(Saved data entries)
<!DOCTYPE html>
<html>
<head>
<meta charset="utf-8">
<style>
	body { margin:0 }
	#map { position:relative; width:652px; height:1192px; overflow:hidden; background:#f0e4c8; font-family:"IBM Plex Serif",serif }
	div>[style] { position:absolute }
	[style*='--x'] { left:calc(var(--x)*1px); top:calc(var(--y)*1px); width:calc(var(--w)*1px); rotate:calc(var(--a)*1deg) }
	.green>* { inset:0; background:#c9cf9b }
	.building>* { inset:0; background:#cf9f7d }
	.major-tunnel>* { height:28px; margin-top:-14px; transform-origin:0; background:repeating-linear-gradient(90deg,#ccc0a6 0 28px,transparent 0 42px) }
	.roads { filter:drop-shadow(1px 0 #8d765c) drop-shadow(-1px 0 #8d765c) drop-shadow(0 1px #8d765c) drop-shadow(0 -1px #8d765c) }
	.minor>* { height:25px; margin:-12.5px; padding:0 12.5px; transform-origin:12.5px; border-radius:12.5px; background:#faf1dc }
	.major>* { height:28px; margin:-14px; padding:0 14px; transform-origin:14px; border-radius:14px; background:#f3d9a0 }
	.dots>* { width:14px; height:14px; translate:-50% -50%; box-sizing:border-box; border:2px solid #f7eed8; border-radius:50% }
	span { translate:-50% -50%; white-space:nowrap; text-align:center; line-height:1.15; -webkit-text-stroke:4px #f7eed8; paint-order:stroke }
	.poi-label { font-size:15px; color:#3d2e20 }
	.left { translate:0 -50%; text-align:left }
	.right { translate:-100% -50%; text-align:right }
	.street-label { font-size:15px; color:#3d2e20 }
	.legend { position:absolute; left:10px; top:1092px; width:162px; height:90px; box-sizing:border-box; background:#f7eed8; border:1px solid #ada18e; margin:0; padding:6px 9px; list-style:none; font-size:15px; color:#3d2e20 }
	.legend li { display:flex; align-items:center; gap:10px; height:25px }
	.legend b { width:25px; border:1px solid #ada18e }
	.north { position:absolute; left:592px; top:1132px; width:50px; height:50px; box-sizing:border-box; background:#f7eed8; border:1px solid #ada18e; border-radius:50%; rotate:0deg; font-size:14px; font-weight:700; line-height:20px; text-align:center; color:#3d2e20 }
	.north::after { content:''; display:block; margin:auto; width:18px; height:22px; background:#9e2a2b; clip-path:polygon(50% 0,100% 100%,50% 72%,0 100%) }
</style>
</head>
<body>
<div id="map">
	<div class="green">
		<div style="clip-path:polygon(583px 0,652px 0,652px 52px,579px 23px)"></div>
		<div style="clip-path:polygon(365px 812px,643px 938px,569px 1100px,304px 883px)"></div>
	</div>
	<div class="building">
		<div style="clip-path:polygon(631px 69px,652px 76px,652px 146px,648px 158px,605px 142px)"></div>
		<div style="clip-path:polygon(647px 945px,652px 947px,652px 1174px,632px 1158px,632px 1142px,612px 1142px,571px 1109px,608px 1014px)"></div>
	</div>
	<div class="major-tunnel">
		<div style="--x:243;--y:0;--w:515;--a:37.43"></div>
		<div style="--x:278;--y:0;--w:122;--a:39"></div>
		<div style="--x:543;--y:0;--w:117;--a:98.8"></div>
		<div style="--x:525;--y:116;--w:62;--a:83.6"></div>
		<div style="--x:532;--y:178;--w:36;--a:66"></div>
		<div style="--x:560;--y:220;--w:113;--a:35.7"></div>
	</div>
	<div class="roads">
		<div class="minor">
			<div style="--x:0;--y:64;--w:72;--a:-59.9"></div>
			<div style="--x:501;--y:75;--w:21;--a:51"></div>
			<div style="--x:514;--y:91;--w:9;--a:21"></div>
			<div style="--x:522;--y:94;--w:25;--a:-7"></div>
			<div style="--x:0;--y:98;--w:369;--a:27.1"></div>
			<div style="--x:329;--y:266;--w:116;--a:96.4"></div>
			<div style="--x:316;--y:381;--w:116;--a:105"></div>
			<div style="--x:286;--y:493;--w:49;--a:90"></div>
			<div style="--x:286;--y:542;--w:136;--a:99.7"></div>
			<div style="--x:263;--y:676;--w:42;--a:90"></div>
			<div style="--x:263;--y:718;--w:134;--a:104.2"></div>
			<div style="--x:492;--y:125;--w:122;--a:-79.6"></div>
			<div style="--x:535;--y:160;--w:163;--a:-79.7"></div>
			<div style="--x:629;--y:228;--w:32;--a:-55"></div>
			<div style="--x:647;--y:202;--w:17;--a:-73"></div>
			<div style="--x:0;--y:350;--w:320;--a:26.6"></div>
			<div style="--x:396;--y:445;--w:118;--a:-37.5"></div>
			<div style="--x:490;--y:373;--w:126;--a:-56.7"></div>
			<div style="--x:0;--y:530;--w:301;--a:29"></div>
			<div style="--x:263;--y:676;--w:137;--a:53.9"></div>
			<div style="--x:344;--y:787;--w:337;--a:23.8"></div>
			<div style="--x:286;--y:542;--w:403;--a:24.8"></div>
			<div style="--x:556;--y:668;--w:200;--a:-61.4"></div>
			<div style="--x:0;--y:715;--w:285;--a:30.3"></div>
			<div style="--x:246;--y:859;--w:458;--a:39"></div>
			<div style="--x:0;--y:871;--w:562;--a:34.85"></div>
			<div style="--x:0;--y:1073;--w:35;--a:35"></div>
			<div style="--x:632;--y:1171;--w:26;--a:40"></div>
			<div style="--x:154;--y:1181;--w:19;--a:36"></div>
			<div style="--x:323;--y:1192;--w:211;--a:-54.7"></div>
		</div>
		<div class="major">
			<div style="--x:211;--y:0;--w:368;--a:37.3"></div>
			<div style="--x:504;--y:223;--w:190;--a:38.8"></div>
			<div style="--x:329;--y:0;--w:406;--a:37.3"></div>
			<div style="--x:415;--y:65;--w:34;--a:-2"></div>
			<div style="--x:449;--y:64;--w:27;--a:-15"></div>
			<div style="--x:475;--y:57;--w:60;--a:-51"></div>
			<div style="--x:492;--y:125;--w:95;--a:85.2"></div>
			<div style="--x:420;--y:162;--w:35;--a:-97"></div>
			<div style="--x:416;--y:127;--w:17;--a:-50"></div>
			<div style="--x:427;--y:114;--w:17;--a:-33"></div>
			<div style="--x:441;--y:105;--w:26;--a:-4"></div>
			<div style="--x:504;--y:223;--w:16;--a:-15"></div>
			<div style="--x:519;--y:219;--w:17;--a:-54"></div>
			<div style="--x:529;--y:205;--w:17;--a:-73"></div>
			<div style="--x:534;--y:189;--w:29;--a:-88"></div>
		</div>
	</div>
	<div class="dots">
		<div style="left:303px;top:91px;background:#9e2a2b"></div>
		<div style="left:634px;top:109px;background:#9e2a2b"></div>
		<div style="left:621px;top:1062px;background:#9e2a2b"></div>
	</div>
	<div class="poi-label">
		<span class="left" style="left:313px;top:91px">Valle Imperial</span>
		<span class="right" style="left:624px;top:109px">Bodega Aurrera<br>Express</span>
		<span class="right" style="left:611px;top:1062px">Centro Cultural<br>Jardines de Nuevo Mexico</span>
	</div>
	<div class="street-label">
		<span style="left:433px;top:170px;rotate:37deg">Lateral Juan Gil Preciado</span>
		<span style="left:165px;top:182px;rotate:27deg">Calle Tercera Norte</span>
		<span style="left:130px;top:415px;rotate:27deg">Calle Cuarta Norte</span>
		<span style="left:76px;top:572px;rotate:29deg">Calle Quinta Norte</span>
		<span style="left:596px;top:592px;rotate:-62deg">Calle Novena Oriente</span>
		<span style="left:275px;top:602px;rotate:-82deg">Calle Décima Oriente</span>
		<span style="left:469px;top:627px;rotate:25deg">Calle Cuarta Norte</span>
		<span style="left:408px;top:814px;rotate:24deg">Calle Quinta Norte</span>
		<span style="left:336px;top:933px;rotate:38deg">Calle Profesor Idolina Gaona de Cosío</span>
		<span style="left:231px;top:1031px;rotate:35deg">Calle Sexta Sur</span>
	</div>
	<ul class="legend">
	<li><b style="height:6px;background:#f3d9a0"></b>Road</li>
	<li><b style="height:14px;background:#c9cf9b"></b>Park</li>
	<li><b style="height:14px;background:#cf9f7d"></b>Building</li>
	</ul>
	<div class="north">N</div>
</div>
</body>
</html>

--

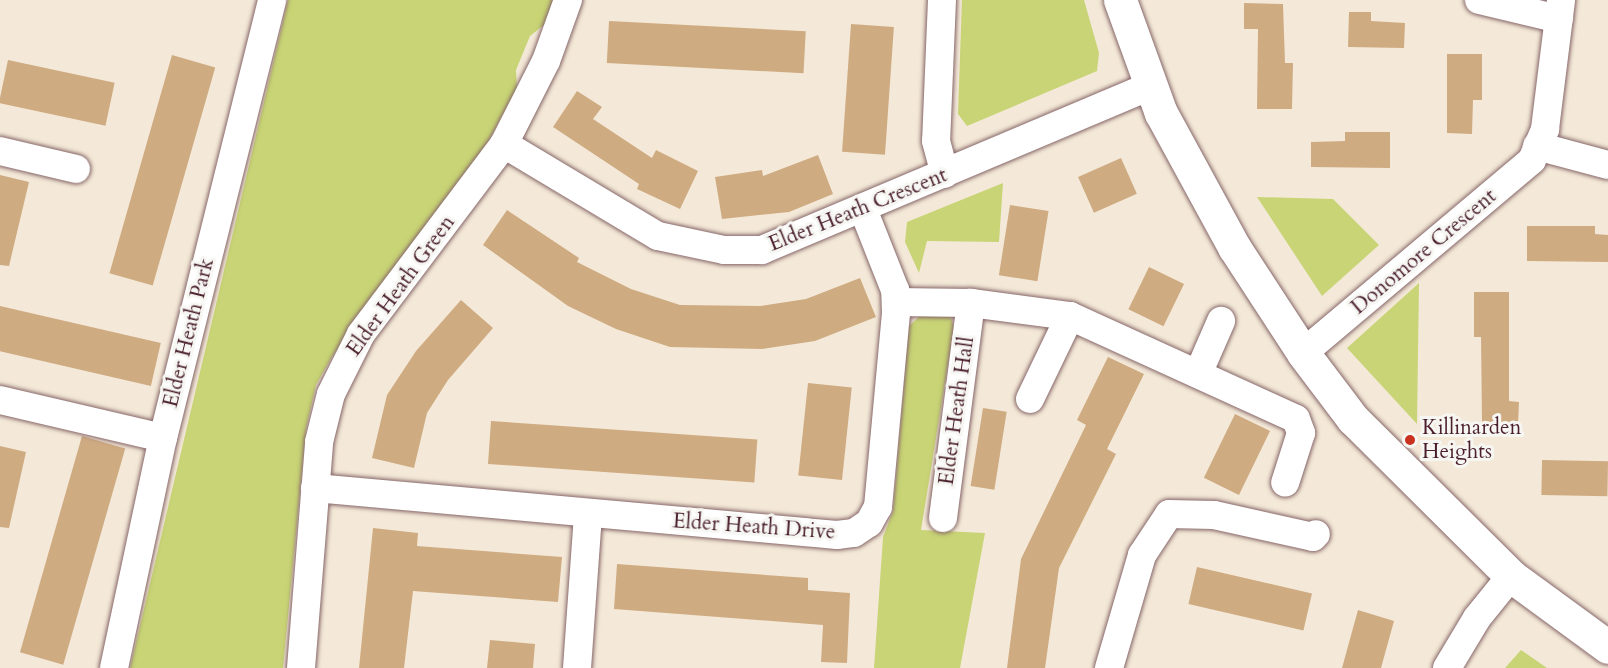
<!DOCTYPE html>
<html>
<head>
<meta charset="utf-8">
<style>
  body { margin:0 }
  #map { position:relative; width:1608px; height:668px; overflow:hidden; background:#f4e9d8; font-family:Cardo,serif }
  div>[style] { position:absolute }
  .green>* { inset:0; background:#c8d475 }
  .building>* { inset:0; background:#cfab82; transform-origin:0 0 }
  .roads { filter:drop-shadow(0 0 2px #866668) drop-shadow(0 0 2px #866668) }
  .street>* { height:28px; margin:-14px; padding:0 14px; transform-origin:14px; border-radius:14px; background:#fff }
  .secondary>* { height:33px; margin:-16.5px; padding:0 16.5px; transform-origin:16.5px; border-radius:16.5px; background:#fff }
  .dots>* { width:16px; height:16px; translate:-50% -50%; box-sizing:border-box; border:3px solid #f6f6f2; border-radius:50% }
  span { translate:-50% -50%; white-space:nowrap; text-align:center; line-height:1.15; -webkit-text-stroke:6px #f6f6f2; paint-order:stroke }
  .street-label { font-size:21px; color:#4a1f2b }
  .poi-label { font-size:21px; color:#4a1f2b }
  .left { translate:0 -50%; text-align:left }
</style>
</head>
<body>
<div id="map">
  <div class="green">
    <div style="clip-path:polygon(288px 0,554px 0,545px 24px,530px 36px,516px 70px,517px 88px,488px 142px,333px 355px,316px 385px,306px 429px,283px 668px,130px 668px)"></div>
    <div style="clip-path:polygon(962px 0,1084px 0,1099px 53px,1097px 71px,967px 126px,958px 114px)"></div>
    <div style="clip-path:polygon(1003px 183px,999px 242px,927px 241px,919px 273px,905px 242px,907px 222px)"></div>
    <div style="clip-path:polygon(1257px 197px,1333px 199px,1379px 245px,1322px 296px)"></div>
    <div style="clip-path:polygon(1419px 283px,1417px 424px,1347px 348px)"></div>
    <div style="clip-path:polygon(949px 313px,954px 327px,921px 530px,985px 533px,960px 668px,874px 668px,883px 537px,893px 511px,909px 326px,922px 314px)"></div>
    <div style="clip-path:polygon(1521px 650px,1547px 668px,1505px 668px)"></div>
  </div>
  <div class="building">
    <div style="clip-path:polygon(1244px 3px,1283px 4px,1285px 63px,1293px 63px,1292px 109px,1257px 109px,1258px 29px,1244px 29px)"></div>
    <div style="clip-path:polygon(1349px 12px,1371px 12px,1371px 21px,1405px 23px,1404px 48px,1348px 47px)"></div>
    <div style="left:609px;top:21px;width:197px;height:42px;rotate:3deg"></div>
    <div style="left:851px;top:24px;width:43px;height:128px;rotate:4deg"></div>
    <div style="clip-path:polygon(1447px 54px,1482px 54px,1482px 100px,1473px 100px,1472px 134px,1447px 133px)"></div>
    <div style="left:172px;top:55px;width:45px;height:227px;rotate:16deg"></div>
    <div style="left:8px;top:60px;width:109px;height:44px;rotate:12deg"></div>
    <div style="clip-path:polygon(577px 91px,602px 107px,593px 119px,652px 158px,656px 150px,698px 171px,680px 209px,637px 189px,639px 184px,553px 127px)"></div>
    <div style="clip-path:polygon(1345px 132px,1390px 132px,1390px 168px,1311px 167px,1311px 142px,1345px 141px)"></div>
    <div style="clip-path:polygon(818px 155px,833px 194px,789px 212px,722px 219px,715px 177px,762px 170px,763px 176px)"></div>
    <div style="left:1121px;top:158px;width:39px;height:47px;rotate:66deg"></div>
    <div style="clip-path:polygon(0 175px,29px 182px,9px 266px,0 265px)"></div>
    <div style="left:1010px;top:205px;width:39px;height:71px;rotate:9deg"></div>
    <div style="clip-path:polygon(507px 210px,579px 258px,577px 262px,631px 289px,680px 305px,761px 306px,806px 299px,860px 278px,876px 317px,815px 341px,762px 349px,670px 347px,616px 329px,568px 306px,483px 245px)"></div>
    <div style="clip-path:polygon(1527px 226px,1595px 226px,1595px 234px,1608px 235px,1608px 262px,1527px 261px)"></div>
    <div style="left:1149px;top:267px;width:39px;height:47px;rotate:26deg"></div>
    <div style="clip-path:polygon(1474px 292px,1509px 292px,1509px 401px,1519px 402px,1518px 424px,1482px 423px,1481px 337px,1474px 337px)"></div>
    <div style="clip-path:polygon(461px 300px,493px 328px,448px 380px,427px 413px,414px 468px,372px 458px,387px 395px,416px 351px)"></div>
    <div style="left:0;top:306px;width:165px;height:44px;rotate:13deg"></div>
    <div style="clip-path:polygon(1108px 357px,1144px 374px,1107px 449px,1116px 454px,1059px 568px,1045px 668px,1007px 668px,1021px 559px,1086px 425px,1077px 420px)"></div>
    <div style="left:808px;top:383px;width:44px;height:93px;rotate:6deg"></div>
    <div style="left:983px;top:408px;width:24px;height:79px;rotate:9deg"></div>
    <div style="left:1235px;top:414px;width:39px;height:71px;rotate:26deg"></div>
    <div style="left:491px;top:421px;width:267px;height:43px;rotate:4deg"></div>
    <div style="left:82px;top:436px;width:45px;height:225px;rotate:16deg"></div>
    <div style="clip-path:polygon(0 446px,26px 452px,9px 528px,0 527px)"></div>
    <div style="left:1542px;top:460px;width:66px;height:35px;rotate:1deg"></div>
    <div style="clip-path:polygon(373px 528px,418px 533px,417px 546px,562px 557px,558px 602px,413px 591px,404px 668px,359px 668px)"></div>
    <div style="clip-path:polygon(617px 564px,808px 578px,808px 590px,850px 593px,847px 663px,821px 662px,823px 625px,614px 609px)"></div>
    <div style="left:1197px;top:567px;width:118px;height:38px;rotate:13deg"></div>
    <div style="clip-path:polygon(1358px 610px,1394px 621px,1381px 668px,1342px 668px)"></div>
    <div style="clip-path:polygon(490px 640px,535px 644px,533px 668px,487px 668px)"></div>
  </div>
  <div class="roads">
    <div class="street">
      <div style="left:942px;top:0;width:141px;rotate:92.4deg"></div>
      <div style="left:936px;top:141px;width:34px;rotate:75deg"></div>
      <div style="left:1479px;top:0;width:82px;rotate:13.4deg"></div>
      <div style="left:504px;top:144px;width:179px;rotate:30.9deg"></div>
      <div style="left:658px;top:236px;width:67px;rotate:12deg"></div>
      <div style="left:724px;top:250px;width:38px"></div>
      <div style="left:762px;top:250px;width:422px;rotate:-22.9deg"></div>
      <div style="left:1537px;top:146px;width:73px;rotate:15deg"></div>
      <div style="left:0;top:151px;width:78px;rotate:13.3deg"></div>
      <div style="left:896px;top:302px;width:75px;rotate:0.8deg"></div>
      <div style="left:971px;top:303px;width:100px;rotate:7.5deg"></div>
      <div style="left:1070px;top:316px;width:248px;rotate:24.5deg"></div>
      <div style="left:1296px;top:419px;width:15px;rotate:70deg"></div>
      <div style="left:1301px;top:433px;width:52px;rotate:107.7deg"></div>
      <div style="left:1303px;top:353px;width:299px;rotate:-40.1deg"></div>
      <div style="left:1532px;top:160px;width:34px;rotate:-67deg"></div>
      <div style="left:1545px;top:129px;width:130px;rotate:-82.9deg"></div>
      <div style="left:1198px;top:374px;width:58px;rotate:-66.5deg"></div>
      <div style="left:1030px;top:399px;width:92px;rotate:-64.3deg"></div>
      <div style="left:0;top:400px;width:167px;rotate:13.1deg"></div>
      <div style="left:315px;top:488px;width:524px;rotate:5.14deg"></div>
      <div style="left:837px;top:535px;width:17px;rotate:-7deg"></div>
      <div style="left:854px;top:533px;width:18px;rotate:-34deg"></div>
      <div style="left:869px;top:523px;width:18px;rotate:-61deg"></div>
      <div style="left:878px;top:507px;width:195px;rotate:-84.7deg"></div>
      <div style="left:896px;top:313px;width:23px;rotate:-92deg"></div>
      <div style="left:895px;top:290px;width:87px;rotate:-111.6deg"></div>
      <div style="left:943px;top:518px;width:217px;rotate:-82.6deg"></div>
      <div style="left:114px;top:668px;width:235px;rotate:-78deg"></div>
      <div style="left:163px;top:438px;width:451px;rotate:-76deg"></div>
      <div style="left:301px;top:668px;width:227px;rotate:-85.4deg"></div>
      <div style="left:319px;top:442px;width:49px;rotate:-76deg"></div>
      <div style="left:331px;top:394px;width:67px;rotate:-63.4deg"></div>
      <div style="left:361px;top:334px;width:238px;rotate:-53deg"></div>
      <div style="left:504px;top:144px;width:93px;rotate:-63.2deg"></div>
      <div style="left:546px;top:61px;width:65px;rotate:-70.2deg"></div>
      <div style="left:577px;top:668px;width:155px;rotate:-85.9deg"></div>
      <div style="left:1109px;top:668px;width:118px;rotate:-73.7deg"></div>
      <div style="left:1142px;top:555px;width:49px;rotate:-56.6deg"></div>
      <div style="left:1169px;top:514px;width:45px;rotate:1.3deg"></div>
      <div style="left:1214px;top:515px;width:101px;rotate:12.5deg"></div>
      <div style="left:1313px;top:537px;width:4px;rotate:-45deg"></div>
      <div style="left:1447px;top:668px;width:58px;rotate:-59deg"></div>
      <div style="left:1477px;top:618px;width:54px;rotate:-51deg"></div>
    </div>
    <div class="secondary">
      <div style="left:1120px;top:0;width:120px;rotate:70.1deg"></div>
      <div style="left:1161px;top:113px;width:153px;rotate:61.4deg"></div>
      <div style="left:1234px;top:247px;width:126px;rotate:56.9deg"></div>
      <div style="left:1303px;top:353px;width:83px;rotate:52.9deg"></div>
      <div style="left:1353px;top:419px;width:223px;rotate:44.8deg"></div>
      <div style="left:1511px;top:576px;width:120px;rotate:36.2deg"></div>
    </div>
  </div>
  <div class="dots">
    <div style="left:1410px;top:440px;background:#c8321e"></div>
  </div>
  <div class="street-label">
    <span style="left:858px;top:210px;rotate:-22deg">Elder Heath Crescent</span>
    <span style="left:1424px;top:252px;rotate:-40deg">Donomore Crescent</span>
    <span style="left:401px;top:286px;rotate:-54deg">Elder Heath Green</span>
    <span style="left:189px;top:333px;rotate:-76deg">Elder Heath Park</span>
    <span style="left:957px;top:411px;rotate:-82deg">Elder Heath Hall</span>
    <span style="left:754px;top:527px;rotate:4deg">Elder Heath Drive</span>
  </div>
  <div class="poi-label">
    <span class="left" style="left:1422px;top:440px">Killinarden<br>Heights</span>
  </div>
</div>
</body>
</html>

» EXERCISE DETAILS
Show all lines above that contain "relative".

» EXPECTED OUTPUT
	#map { position:relative; width:652px; height:1192px; overflow:hidden; background:#f0e4c8; font-family:"IBM Plex Serif",serif }
  #map { position:relative; width:1608px; height:668px; overflow:hidden; background:#f4e9d8; font-family:Cardo,serif }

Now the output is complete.